Осенние жаворонки

Ольхин Борис Егорович

Повести и рассказы ивановского прозаика Б. Ольхина затрагивают острые нравственные проблемы современности, они утверждают наш, социалистический образ жизни. Сборник составлен из произведений, написанных автором в последние годы.

Повести

Рядновы из Гонобоблева

1

И жара стояла, и путь был неблизкий, но из больницы домой Павел Кузьмич шел пешком.

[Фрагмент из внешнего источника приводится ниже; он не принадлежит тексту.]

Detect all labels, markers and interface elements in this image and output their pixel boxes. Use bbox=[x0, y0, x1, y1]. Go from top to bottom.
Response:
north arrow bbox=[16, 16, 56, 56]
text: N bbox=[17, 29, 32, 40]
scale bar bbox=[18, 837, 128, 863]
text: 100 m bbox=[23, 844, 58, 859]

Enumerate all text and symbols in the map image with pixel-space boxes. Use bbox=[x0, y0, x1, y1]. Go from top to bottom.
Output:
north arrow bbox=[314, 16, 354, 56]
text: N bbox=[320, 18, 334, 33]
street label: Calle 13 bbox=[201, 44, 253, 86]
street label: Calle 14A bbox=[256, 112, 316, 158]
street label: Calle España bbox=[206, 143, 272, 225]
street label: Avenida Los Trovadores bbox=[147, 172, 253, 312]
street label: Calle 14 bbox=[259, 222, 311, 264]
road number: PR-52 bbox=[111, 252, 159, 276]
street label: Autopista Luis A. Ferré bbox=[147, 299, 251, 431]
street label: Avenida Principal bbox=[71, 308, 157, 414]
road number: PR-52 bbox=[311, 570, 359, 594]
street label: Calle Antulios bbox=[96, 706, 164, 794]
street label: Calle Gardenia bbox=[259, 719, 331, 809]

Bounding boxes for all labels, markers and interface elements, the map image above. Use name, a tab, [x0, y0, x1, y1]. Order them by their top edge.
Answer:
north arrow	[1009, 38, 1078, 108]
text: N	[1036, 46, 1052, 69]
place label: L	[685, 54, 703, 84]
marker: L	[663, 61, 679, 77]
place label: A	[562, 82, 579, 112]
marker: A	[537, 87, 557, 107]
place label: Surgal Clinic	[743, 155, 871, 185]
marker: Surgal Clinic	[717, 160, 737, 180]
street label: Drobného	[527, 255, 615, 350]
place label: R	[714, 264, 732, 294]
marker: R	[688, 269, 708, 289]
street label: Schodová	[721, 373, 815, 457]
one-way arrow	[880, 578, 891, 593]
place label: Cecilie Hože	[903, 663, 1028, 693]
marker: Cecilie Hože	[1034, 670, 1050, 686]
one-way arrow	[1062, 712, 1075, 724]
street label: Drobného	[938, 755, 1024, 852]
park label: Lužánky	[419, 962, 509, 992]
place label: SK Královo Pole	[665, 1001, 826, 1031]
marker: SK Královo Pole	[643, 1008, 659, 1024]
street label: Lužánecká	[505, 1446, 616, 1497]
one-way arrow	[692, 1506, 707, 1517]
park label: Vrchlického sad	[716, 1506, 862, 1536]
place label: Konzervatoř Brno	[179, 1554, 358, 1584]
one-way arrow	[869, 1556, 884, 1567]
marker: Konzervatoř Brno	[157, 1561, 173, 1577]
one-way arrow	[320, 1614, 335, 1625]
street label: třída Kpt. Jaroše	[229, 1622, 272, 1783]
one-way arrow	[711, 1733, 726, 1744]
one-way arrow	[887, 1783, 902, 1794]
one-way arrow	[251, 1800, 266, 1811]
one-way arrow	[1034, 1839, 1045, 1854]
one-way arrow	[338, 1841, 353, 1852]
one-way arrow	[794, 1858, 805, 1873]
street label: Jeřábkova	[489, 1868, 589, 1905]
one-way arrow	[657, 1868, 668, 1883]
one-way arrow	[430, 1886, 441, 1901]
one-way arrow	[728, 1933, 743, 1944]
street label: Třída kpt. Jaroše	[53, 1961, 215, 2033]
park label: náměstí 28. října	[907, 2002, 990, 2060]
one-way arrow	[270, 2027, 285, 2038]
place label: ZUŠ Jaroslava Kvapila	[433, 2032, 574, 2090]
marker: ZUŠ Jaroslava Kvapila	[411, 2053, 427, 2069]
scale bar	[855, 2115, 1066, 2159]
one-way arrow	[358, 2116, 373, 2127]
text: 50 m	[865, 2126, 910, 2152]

Встреча с лечащим врачом вывела его из равновесия: врач сказал, что операция сыну после консультации с профессором-кардиологом отложена, а после курса лечения, не исключено, что ему дадут инвалидность… Лысоватый, жилистый, с лицом сплошь красным, как от застарелого ожога, в рубашке с засученными рукавами, Павел Кузьмич шагал неспешно, опустив голову и не глядя на встречных.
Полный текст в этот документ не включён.